4.    The Tenant has accepted and now occupies the Premises, and is and has been
      open for business since ______________, 19 ____. The Lease term began
      ____________________, 19 ___. The termination date of the present term of
      the Lease, excluding unexercised renewals, is ________________________,
      19____.

5.    The Tenant has paid rent for the Premises for the period up to and
      including ______________ __, 19 ____. The fixed minimum rent and any
      additional rent (including the Tenant's share of tax increases and cost of
      living increases) payable by the Tenant presently is $ ____________ per
      month. No such rent has been paid more than two (2) months in advance of
      its due date, except as indicated below (if none, state "none"). The
      Tenant's security deposit is $ ________
      _________________________________________________________________________.
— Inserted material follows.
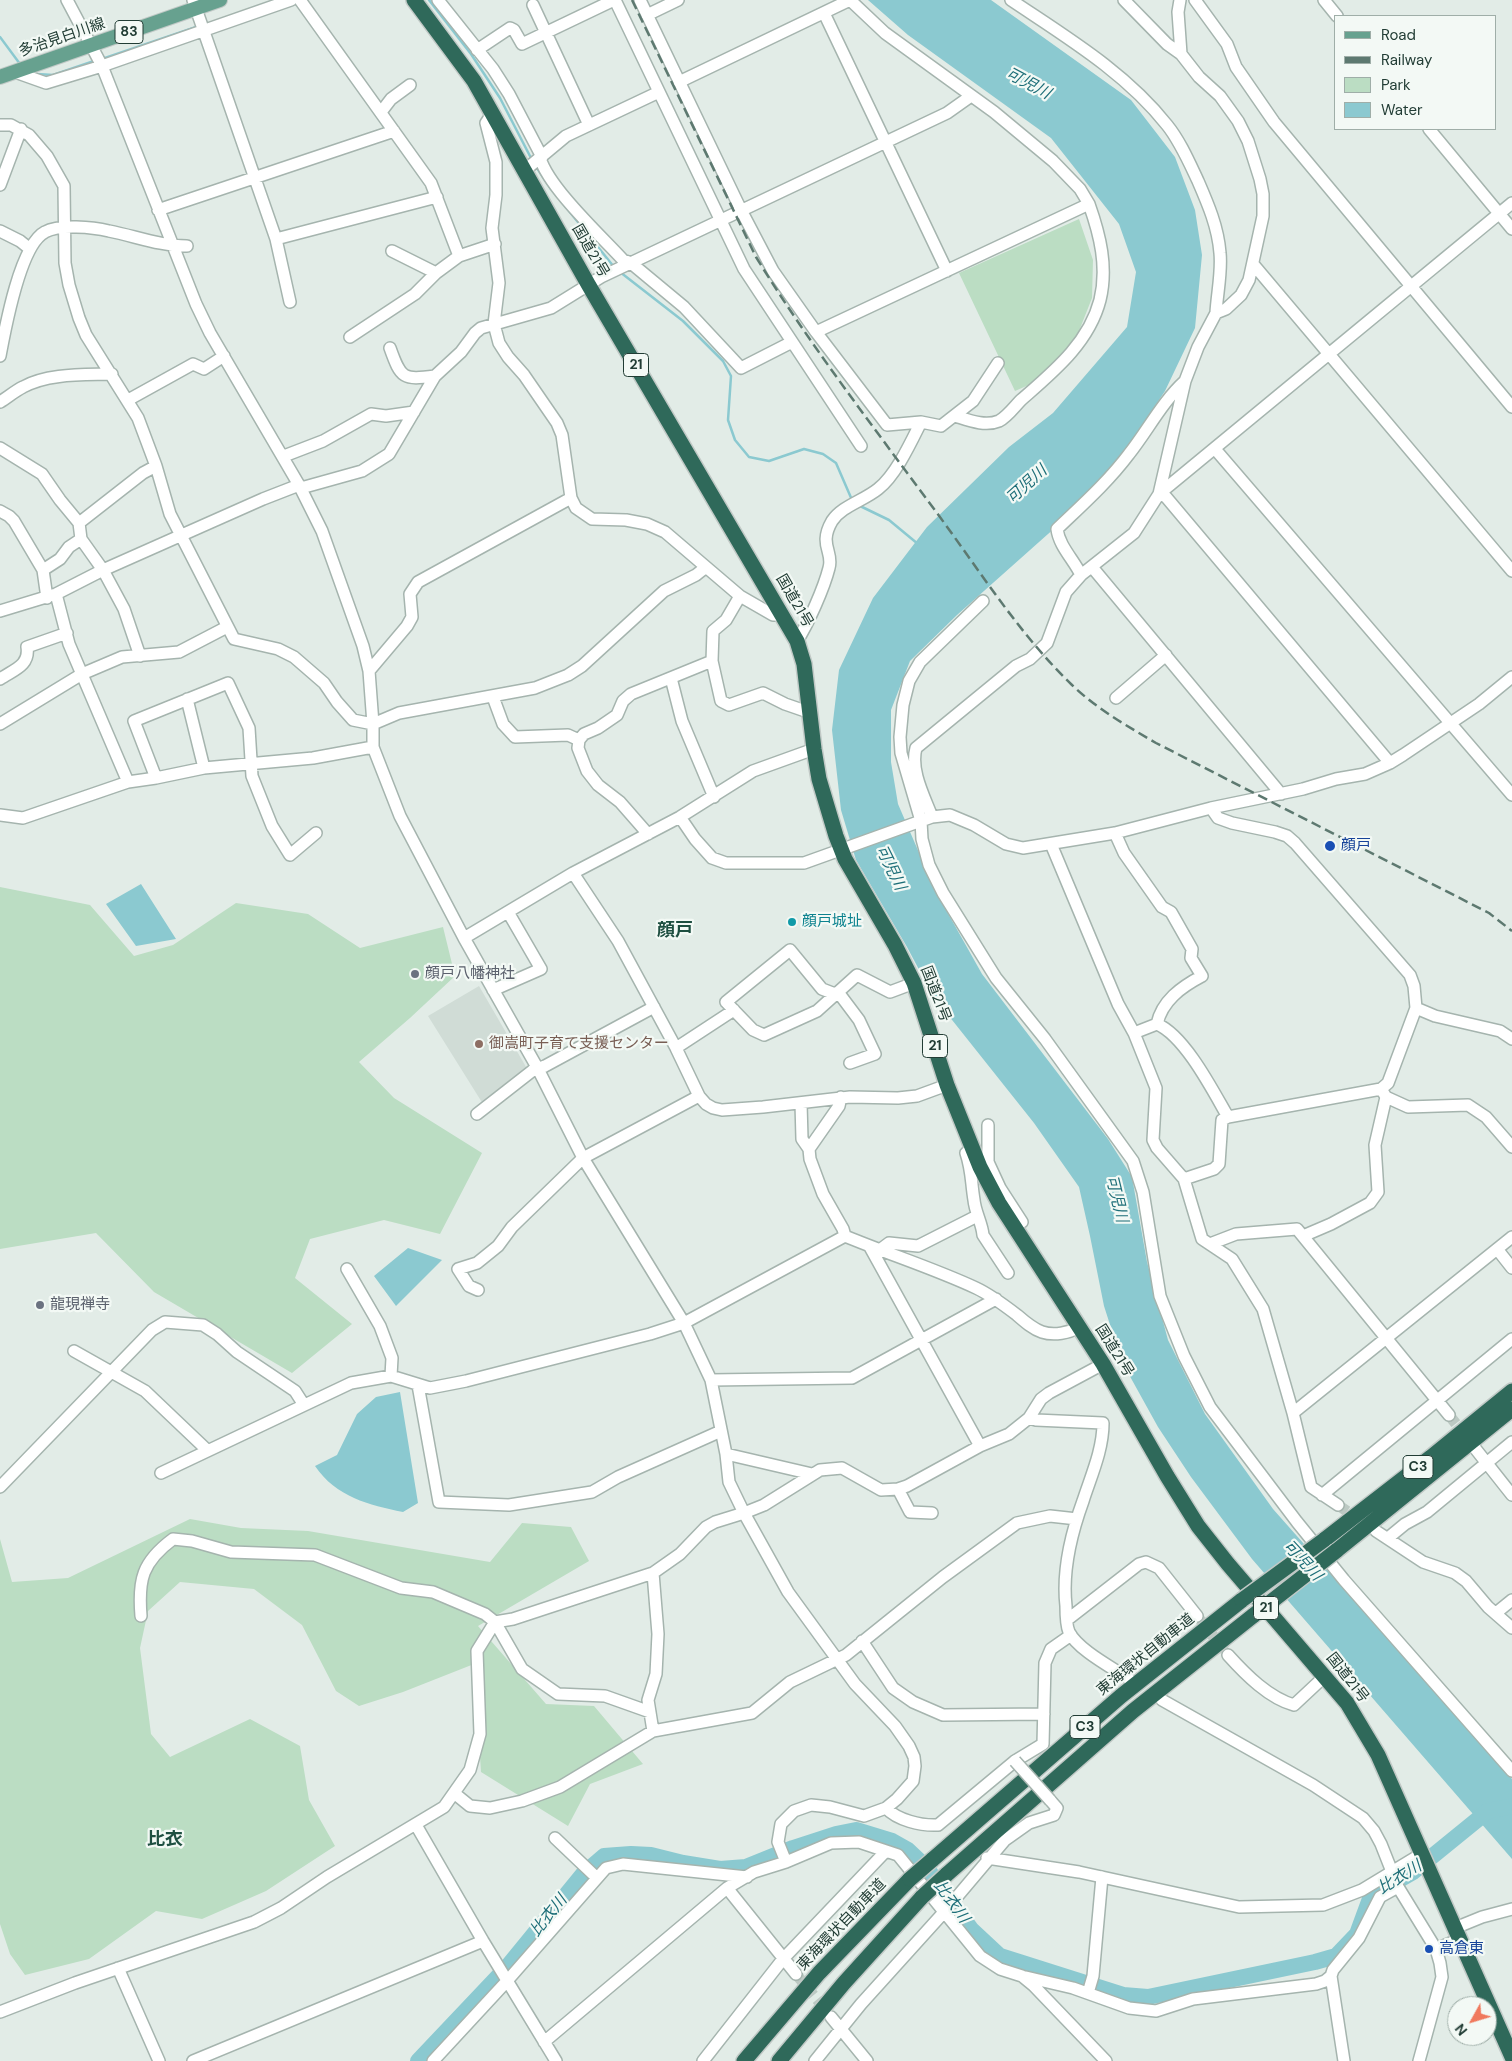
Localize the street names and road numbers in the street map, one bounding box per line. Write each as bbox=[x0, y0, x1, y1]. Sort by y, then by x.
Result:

6.    To the best of Tenant's knowledge, no event has occurred and no condition
      exists which, with the giving notice or the lapse of time or both, will
      constitute a default under the Lease. To the


                                   EXHIBIT "D"
                                       1


      best of Tenant's knowledge, the Tenant has no existing defenses or offsets
      against the enforcement of this Lease by the Landlord, except
      ______________________________.

7.    The Tenant has received or will receive payment or credit for tenant
      improvement work in the total amount of $ ______________________________
      (or if other than cash, describe below; if none, state "none"). To the
      best of Tenant's knowledge, all conditions under this Lease to be
      performed to date by the Landlord have been satisfied. All required
      contributions by the Landlord to the Tenant on account of the Tenant's
      tenant improvements have been received by the Tenant, except _____________
      _________________________________________________________________________.

8.    The Lease contains, and the Tenant has, no outstanding options or rights
      of first refusal to purchase the Premises or any part thereof or all or
      any part of the real property of which the Premises are a part.

9.    No actions, whether voluntary or otherwise, are pending against the Tenant
      or any general partner of the Tenant under the bankruptcy laws of the
      United States or any state thereof.

10.   The Tenant has not sublet the Premises to any sublessee and has not
      assigned any of its rights under the Lease, except as indicated below (if
      none, state "none"). No one except the Tenant and its employees occupies
      the Premises. _____________________________________ ______________.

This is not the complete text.